Research and development expenses increased $9.0 million over the corresponding quarter of the preceding year. This increase was primarily attributable to $10.6 million of increased MM-398 expenses, primarily due to costs associated with a non-recurring $11.0 million milestone event that was incurred in the second quarter of 2015 and paid in July 2015 related to the EMA accepting for review an MAA filed by Baxalta for MM-398.

General and administrative expenses increased $4.4 million over the corresponding quarter of the preceding year. This increase was primarily attributable to increased infrastructure and personnel expenses as Merrimack prepares for the potential commercialization of MM-398 and increased facility-related costs.

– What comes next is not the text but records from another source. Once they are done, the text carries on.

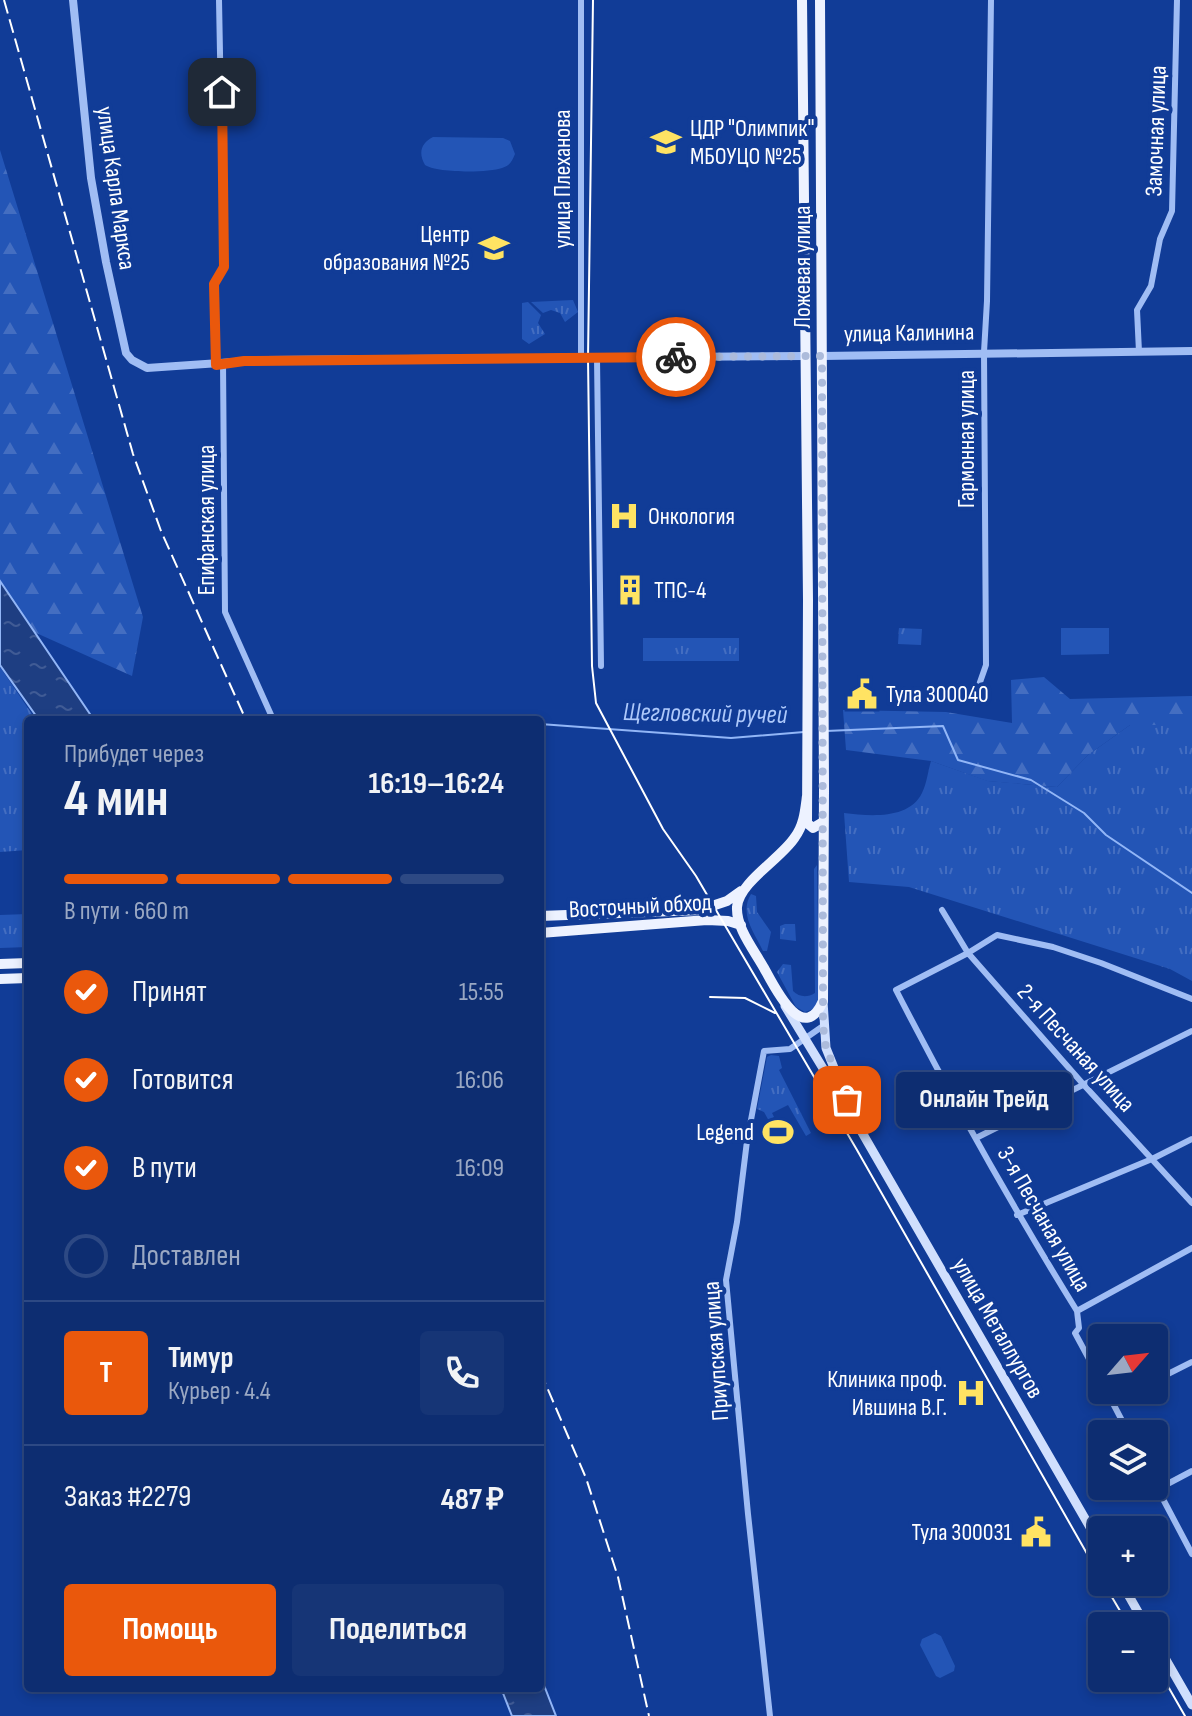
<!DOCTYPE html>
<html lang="ru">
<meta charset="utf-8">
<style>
:root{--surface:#0d2d71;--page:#163576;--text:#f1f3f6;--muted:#9aa8c3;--line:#2d4984;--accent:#ea580c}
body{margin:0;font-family:"Sofia Sans Condensed",sans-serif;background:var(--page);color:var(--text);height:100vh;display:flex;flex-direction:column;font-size:30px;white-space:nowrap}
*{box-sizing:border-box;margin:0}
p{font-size:26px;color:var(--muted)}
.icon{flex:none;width:44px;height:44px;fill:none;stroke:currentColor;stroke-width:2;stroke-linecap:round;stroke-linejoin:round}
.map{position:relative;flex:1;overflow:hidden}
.drawer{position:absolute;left:24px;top:716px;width:520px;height:976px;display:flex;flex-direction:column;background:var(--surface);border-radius:8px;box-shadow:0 4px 12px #0003,0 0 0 2px var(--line)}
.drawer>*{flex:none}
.needle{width:52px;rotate:62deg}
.fabs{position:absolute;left:1088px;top:1324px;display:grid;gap:16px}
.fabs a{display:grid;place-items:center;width:80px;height:80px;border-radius:8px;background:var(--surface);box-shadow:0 4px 12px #0003,0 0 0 2px var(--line);font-size:40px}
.pin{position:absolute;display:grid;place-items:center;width:68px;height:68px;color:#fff;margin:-34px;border-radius:16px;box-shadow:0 4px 12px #0006}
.courier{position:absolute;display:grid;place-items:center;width:80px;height:80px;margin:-40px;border:6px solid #ea580c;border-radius:50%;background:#fff;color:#222;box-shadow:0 2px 10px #0007}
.bubble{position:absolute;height:56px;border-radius:8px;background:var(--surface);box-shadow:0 4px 12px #0003,0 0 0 2px var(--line);font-size:26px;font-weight:700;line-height:56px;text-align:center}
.summary em{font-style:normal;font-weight:700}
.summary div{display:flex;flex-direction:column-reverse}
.summary{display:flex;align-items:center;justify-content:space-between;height:136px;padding:0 40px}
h1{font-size:52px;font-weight:700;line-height:60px}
.bar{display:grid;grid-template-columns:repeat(4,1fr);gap:12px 8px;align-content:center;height:96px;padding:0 40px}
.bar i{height:10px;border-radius:6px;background:var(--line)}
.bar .on{background:var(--accent)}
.bar p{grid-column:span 4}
.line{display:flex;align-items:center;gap:20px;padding:0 40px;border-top:2px solid var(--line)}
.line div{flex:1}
.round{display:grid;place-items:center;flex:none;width:84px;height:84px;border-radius:8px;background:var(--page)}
ol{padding:0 40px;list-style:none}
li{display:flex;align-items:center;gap:24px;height:88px}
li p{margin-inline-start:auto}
li .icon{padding:8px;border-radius:50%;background:var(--accent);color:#fff;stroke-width:4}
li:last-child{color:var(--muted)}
li i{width:44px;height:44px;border:4px solid var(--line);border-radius:50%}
.button{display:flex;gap:16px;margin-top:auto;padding:16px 40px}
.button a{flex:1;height:92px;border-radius:8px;background:var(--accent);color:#fff;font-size:32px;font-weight:700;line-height:92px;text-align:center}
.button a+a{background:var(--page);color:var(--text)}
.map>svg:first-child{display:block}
</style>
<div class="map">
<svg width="1192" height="1716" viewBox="0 0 1192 1716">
<defs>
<pattern id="grass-tufts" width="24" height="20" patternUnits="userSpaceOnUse" patternTransform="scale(2)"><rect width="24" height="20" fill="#2355b6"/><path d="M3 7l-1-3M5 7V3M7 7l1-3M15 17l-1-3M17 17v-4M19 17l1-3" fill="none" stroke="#446ec1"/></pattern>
<pattern id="forest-firs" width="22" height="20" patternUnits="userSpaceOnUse" patternTransform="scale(2)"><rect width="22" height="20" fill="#2355b6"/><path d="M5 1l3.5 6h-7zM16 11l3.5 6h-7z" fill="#446ec1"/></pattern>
<pattern id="water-ripples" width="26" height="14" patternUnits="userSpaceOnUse" patternTransform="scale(2)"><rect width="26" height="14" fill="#1e3e82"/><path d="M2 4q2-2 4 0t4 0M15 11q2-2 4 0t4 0" fill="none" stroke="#405b95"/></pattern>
</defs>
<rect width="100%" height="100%" fill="#113c97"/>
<path fill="url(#grass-tufts)" d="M573,300L578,312L565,322L560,313L551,310L543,313L531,302Z
M528,302L541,315L538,323L545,334L529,344L522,339V303Z
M899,628L922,629L921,645L898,644Z
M643,638H739V661H643Z
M0,667L36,720H28V850L0,852Z
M1130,725H1192V981L1170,969L909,887L849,882L844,813C869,816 909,820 922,793C927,783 928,771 931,761L988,781L1057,787L1088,755Z
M817,865L819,1003L813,1009L805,1012L796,1007L777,972L783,964L791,965L793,991C799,997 807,998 815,993L814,869Z
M751,894L756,896L757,912L771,932L767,951H763C754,932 739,914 751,894Z
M28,914V947L0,948V915Z
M785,924H795L796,941L780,939V926Z
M771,1055L779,1056L782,1068L779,1070L811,1133L806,1136L788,1105L772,1113L774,1117L769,1121L764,1112L757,1109L767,1057Z"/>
<path fill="url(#forest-firs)" d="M0,150L143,617L132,676L34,632L0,581Z
M1044,677L1070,699L1192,696V725H1130L1088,755L1057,787L987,781L931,761L846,750L843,710L946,712L1012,723L1011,680Z"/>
<path fill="#2355b6" d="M433,137L503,138L510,141L515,154C512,161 510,166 502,168C488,173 437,173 425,165C418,153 421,143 433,137Z
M1061,628H1109V654L1061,655Z
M935,1633L941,1636L955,1666L954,1671L940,1678L936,1676L920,1645L922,1639Z"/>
<path fill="url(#water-ripples)" stroke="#92b6f7" stroke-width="2" d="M0,581L94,720H39L0,665Z
M540,1675L556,1716H512L501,1688H540Z"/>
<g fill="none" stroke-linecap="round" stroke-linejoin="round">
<path stroke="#92b6f7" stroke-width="2" d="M540,724L731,738L804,732
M826,731L943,726L958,760L1031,780L1084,813L1106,835L1192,893"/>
<path stroke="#a0bdf4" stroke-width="6" d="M581,0V358
M1139,352L1137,310L1151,286L1160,239L1172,211L1177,0
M597,358L601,666
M223,362L225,612L272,717
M216,365L214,284L224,267L219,0
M979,685L986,665L984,352L987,301L991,0
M942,910L968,953L1083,1084L1192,1203
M976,1138L1192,1031
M1017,1215L1152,1159L1192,1139
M1077,1311L1192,1248
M1154,1381L1192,1362
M1102,1383L1075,1333L1079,1328L1077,1311C1012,1206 952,1099 896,990L968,953L997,935L1053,947L1101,963L1192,999
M1106,1390L1129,1434
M1113,1402L1137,1390
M1154,1482L1192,1554
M1158,1489L1192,1471
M770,1716L748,1514L726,1280L737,1222L747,1141L764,1051L790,1049L823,1026"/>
<path stroke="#a0bdf4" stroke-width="8" d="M73,0L91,178L106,262L126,353L132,360L147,368L265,360L806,356
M822,356L1192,351"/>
<path stroke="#d0dffd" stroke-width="9" d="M823,1001L826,1048L847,1100
M785,1006L860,1129L1102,1548
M1121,1582L1146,1626
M1154,1639L1192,1705"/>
<path stroke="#edf2ff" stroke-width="10" d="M802,0L808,600L807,823L813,828L823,822
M807,796C805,811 804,825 795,837C782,858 739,882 737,907C736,928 754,950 764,968C774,986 803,1047 823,1001L824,788L820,0
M540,916L700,910L727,901L741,891
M540,933L707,920L728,921L741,925
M0,964L28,963
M0,979L28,978"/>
<path stroke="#fff" stroke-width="2" d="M593,0L588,358L592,666L596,703L663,829L696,876L857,1150L1102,1580
M710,997L745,998L775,1013
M1103,1582L1129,1626
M1154,1662L1185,1716"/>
<path stroke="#fff" stroke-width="2" stroke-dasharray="14 6" stroke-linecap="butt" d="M4,0L133,454L161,531L246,720
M540,1371L586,1478L618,1577L649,1716"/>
</g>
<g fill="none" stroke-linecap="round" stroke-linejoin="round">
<path stroke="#acbbdb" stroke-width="8" stroke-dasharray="0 14.4" d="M676,357L822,356L823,1026L826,1048L847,1100"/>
<path stroke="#ea580c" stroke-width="10" d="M222,92L224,267L214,284L216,365L244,361L676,357"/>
</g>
<defs>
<g id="school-bare" transform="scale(2.4)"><path d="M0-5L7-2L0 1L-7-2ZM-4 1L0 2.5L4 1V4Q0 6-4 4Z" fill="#ffe363" stroke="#113c97" stroke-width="2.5" paint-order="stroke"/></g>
<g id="hospital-bare" transform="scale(2.4)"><path d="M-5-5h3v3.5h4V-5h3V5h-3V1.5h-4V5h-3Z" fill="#ffe363" stroke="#113c97" stroke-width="2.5" paint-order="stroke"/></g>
<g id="building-bare" transform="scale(2.4)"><path d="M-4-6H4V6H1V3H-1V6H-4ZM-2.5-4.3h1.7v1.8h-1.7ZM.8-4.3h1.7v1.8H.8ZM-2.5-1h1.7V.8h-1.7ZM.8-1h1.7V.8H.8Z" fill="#ffe363" stroke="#113c97" stroke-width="2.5" paint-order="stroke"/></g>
<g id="civic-bare" transform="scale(2.4)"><path d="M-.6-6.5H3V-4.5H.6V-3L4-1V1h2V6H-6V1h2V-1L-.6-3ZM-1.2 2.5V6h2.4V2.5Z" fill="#ffe363" stroke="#113c97" stroke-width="2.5" paint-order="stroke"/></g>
<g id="stadium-bare" transform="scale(2.4)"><path d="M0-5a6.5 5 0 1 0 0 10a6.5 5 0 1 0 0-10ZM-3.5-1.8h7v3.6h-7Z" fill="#ffe363" stroke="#113c97" stroke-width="2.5" paint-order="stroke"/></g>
</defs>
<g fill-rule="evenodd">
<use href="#school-bare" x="666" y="142"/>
<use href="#school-bare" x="494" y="248"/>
<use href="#hospital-bare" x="624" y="516"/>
<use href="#building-bare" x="630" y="590"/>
<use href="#civic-bare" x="862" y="694"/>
<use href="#stadium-bare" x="778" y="1132"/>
<use href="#hospital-bare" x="971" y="1393"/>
<use href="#civic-bare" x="1036" y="1532"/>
</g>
<g text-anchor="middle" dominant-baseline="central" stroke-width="8" stroke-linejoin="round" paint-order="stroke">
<g font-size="24" fill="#fff" stroke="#113c97" text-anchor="start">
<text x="690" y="128">ЦДР "Олимпик"<tspan x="690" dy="28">МБОУЦО №25</tspan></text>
<text x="470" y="234" text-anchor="end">Центр<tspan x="470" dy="28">образования №25</tspan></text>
<text x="648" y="516">Онкология</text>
<text x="654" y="590">ТПС-4</text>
<text x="886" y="694">Тула 300040</text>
<text x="754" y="1132" text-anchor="end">Legend</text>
<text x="947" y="1379" text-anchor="end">Клиника проф.<tspan x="947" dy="28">Ившина В.Г.</tspan></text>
<text x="1012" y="1532" text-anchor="end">Тула 300031</text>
</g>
<g font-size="24" fill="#fff" stroke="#113c97">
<text transform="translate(1156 131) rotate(-88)">Замочная улица</text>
<text transform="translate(562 179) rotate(-90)">улица Плеханова</text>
<text transform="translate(116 188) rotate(82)">улица Карла Маркса</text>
<text transform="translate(802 267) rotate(-90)">Ложевая улица</text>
<text transform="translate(909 333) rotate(-1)">улица Калинина</text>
<text transform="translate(966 439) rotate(-90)">Гармонная улица</text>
<text transform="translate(206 520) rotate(-90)">Епифанская улица</text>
<text transform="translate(640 906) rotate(-3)">Восточный обход</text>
<text transform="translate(1076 1048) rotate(48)">2-я Песчаная улица</text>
<text transform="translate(1044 1219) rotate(60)">3-я Песчаная улица</text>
<text transform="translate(998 1328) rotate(60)">улица Металлургов</text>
<text transform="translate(716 1351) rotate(-94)">Приупская улица</text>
</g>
<g font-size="26" font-style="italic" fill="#adc8fa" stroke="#113c97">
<text transform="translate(705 714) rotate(1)">Щегловский ручей</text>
</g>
</g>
</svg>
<div class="fabs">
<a><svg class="needle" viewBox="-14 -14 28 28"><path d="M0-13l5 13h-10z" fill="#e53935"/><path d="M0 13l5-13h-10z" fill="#9aa8c3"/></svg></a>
<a><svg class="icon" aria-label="layers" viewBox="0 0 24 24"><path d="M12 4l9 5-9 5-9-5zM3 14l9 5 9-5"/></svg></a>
<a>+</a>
<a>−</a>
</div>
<div class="pin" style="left:847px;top:1100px;background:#ea580c"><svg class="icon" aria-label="bag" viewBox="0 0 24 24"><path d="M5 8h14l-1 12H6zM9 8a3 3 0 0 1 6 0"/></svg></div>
<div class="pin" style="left:222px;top:92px;background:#1f2937"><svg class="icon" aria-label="home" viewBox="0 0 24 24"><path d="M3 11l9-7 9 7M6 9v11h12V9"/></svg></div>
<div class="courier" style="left:676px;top:357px"><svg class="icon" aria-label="bike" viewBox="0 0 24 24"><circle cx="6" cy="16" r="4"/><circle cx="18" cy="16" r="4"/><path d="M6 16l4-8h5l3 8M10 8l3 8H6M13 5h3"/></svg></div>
<div class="bubble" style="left:896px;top:1072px;width:176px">Онлайн Трейд</div>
<section class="drawer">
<div class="summary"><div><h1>4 мин</h1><p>Прибудет через</p></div><em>16:19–16:24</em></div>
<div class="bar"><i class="on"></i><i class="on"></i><i class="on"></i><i></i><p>В пути · 660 m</p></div>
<ol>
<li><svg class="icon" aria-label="check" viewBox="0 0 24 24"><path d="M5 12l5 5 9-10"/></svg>Принят<p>15:55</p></li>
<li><svg class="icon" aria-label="check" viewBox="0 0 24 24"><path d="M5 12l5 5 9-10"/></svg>Готовится<p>16:06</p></li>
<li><svg class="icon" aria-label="check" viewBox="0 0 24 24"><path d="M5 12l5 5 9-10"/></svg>В пути<p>16:09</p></li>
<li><i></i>Доставлен</li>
</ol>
<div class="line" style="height:144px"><b class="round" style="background:var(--accent);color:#fff">Т</b><div><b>Тимур</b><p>Курьер · 4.4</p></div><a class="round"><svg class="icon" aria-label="phone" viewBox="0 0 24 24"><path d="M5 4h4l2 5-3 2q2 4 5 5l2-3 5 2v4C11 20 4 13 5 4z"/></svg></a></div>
<div class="line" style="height:104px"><div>Заказ #2279</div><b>487 ₽</b></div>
<div class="button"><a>Помощь</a><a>Поделиться</a></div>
</section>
</div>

Merrimack’s net loss for the second quarter of 2015 was $22.9 million, or basic and diluted net loss per share available to common stockholders of $0.21, as compared to a net loss for the second quarter of 2014 of $18.3 million, or basic and diluted net loss per share available to common stockholders of $0.17.

Financial Outlook

Merrimack expects to be able to fund operations into 2016 through its unrestricted cash and cash equivalents and available-for-sale securities of $67.7 million as of June 30, 2015, anticipated cost sharing reimbursements from Baxalta and the anticipated receipt of $51.5 million of net milestones related to MM-398 from Baxalta in 2015, after offsetting payments to PharmaEngine. Any cash inflows from Merrimack’s at-the-market (ATM) offering program, business development, sales of MM-398, if it receives marketing approval, and any additional net milestones related to MM-398 that Merrimack receives from Baxalta in 2016, after offsetting milestone payments to PharmaEngine, would provide further funding for Merrimack’s operations.